◆ DATA RECORDS ◆
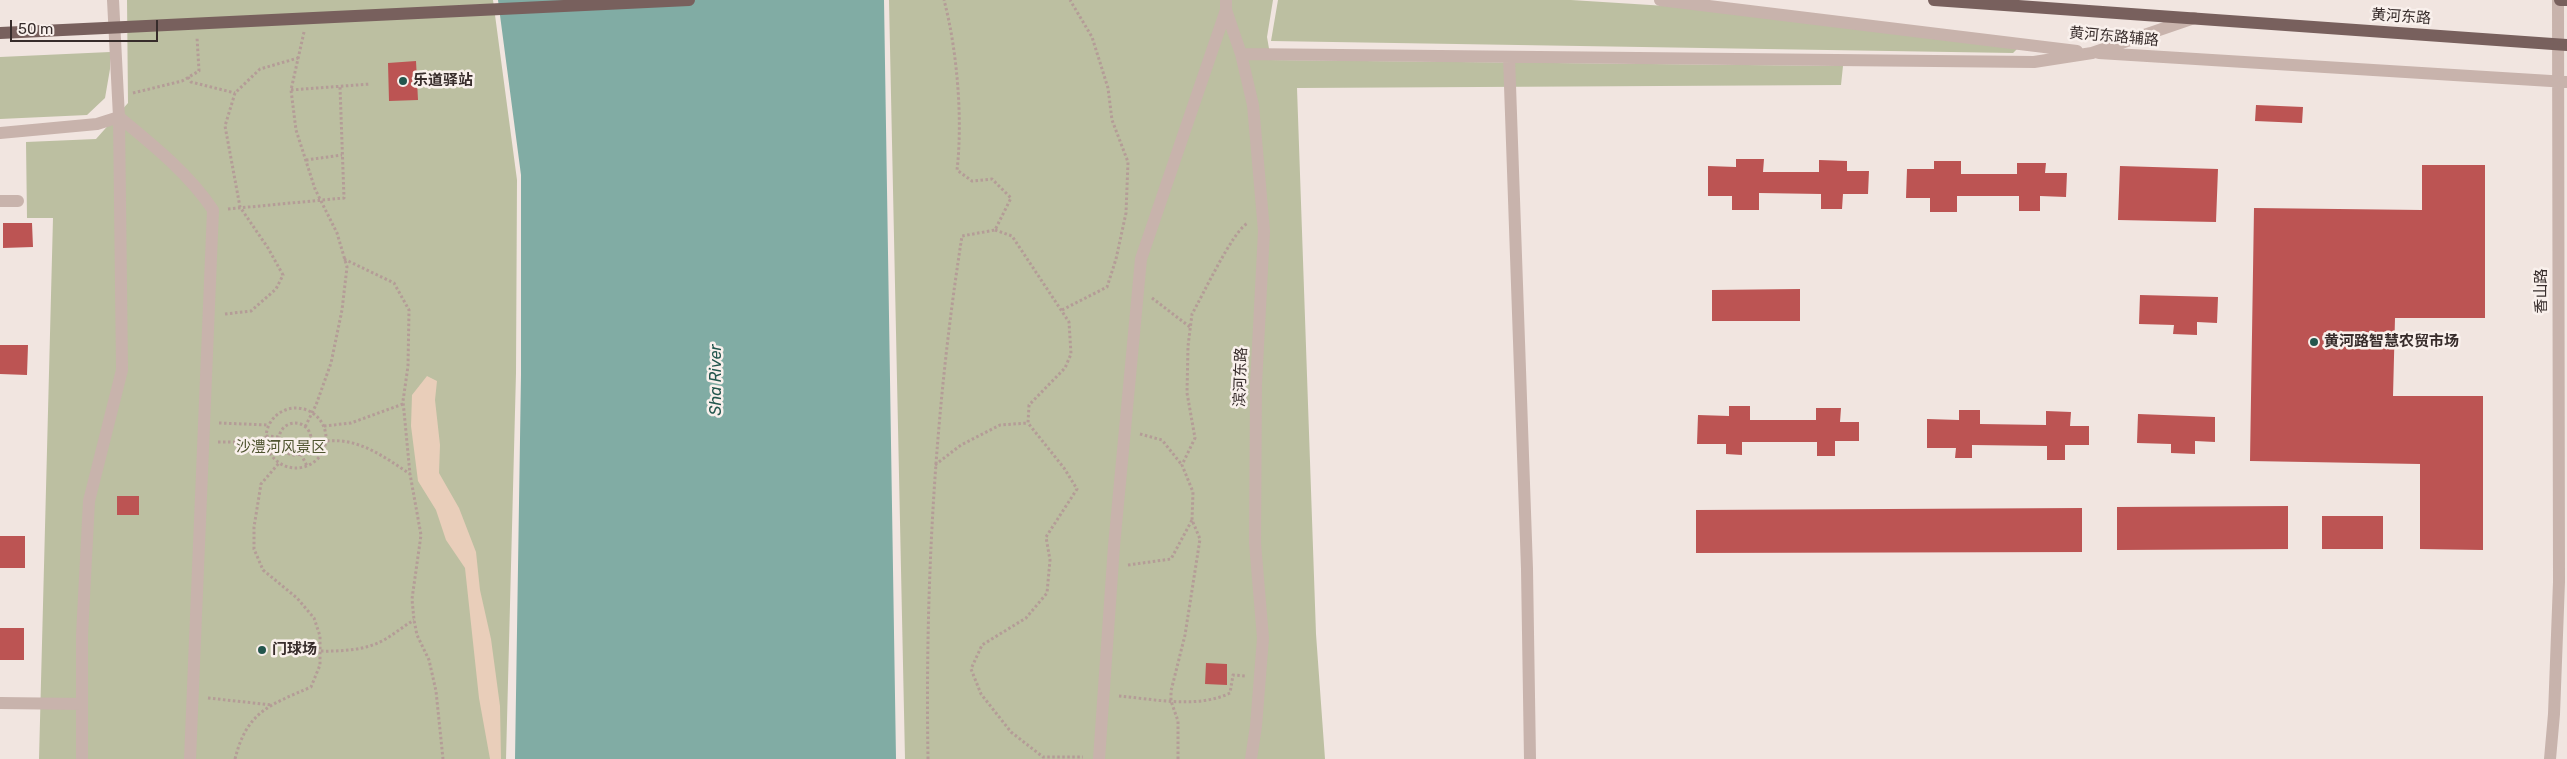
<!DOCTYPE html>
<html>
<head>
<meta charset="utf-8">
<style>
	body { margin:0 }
	#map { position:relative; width:2567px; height:759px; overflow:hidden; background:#f1e5e0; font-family:Rubik,sans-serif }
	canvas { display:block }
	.scale { position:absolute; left:10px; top:20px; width:148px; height:22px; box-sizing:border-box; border:2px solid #372c2b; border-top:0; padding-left:6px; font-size:15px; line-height:18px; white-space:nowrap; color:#372c2b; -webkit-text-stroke:4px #f9f0ec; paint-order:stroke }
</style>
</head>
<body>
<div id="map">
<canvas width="2567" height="759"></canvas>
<div class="scale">50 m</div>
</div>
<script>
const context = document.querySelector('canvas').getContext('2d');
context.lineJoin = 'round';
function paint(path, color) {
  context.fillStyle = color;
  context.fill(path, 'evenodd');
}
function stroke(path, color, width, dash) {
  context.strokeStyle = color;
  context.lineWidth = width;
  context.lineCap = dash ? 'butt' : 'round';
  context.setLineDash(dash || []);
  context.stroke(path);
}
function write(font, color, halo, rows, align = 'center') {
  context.font = font + ' Rubik,"Noto Sans SC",sans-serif';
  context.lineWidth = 5;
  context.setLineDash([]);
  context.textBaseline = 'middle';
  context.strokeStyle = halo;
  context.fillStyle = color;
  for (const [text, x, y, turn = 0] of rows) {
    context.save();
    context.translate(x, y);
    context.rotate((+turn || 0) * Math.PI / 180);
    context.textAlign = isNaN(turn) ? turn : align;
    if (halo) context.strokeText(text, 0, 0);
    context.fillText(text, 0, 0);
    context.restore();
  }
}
paint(new Path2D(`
	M127,0H493L517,180L516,373L506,759H39L53,218H27L26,142L96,139L128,103Z
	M889,0H1273L1267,37L1271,60L1843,66L1841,85L1297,88L1316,634L1325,759H905Z
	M1278,0H1571L1682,7L2019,47L2013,53L1271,41Z
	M110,52V69L105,98L87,115L0,119V57Z`), '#bcbfa1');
paint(new Path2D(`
	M427,376L437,381L435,400L440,445L439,473L459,508L476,552L480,590L491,639L500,706L501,759H490L479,698L465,568L446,540L436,510L418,481L411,426L412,395Z`), '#e9ceba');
paint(new Path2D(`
	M498,0H884L896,759H515L521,375V175Z`), '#81aca4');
paint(new Path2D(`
	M416,61L418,100L389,101L388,63Z
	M2256,105L2303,107L2302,123L2255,121Z
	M1736,159H1764L1763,172H1819V160L1847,161V171H1869L1868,194H1843L1842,209H1821V194L1759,193V210H1732V196H1708V166L1736,167Z
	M1934,161H1961V174H2017V163H2046L2045,173H2067L2066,197L2040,196V211H2019V196H1957V212H1930V198H1906L1907,169H1934Z
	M2422,165H2485V318H2395L2393,396H2483V550L2420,549V464L2250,461L2254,208L2422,210Z
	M2120,166L2218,169L2216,222L2118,220Z
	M3,223H32L33,247L3,248Z
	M1800,289V321H1712V290Z
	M2140,295L2218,297L2217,323L2197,322V335L2173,334L2174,325L2139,324Z
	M0,345H28L27,375L0,374Z
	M1729,406H1750V420H1816V408H1841L1840,422H1859V441H1835V456H1817V442H1742V455L1726,454V444H1697L1698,415L1729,416Z
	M1959,410H1980V424L2046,425V411L2071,412L2070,426H2089V445H2065V460H2047V446L1972,445V458H1955L1956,448H1927V419L1959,420Z
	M2138,414L2215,417V442L2195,441V454L2171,453V444L2137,443Z
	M117,496H139V515H117Z
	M2288,506V549L2117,550V507Z
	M2082,508V552L1696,553V510Z
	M2322,516H2383V549H2322Z
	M0,536H25V568H0Z
	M0,628H24V660H0Z
	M1206,663L1227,664V685L1205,684Z`), '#bc5453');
stroke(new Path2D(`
	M304,32L291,90L296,130L315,189L337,233L347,267L342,310L331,363L316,405L305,427
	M188,77L191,82L235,93
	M291,90L370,84
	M133,93L182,81L199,71L197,37
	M306,160L342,155
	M228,209L344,198L340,87
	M995,230L1012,236L1069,322L1071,354L1065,368L1029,405L1028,423L1064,468L1077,489L1046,537L1050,560L1047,593L1026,618L982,645L971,669L981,694L1011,732L1043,757H1083
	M344,259L394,283L409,310L408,366L403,401L410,474
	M1152,298L1190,327
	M1062,310L1107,287L1116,259L1126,213L1128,162L1112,120L1108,88L1092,37L1070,0
	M225,314L251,311L276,289L283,275L268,248L240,207L225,126L235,93L260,69L298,58
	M266 438a30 30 0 1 1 60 0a30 30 0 1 1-60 0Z
	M219,423L268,425
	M279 439a16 16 0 1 1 32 0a16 16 0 1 1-32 0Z
	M324,426L351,423L403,404
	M1140,434L1162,440L1182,465
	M266,436L280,437
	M327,441C359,438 383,456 410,474L421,535L412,599L414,620L417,635L429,660L436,691L443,759
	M218,442H266
	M301,454L307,466
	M935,465L961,445L1000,425L1028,423
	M1128,565L1171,559L1192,520
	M291,650C319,651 352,654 378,643C391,637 402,627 414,620
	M1119,696C1154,699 1197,709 1230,693L1233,675L1245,676
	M208,698L272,705
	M235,759C247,711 270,705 311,687L320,665V636L314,618L297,598L263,570L254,549V527L261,484L279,463
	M928,759C925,585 935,408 962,236L995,230L1011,198L992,179L972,181L957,170C963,119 957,49 944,0
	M1178,759V721L1171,701V691L1185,635L1200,539L1192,520L1193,492L1182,465L1195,438L1187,393L1188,346L1192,314C1202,297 1233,230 1248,223`), '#b49c97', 3, [2.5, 2.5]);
stroke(new Path2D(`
	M1226,0V10L1241,54L1253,105L1264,231L1256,384L1255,543L1263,638L1256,726L1251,759
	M1660,0L2077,51
	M2099,53L2567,82
	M1241,54L2034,62L2092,53L2194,18
	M1509,57L1527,569L1530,759
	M0,133L97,124L119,117C153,145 189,174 213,210L190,759
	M0,201H18
	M0,703L82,704
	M82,759V635L89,501L122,370L119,117L113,0
	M1099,759L1114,546L1141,259L1226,10
	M2550,759L2554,714L2559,582L2558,0`), '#c8b3ac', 12);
stroke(new Path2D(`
	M1934,0L2567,45
	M2560,0H2567
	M0,33L689,0`), '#78605d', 12);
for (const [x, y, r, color] of [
	[403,81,5,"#23564d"],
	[2314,342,5,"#23564d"],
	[262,650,5,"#23564d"]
]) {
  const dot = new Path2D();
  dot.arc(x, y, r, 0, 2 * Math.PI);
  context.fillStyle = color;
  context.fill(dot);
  stroke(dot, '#f9f0ec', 2);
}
write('15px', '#372c2b', '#f9f0ec', [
	["黄河东路",2401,17,4],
	["黄河东路辅路",2114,37,5],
	["香山路",2542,291,-90],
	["滨河东路",1241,377,-88]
]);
write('bold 15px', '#372c2b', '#f9f0ec', [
	["乐道驿站",413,81],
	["黄河路智慧农贸市场",2324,342],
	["门球场",272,650]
], 'left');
write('15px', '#4f5430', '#f9f0ec', [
	["沙澧河风景区",281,448]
]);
write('italic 16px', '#23564d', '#f9f0ec', [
	["Sha River",716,380,-90]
]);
</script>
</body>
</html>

◆ WHAT THE TASK REQUIRES ◆
Determine how many lines in the data above include the word "turn", and state that number only.

◆ OUTPUT FOR THIS TASK ◆
3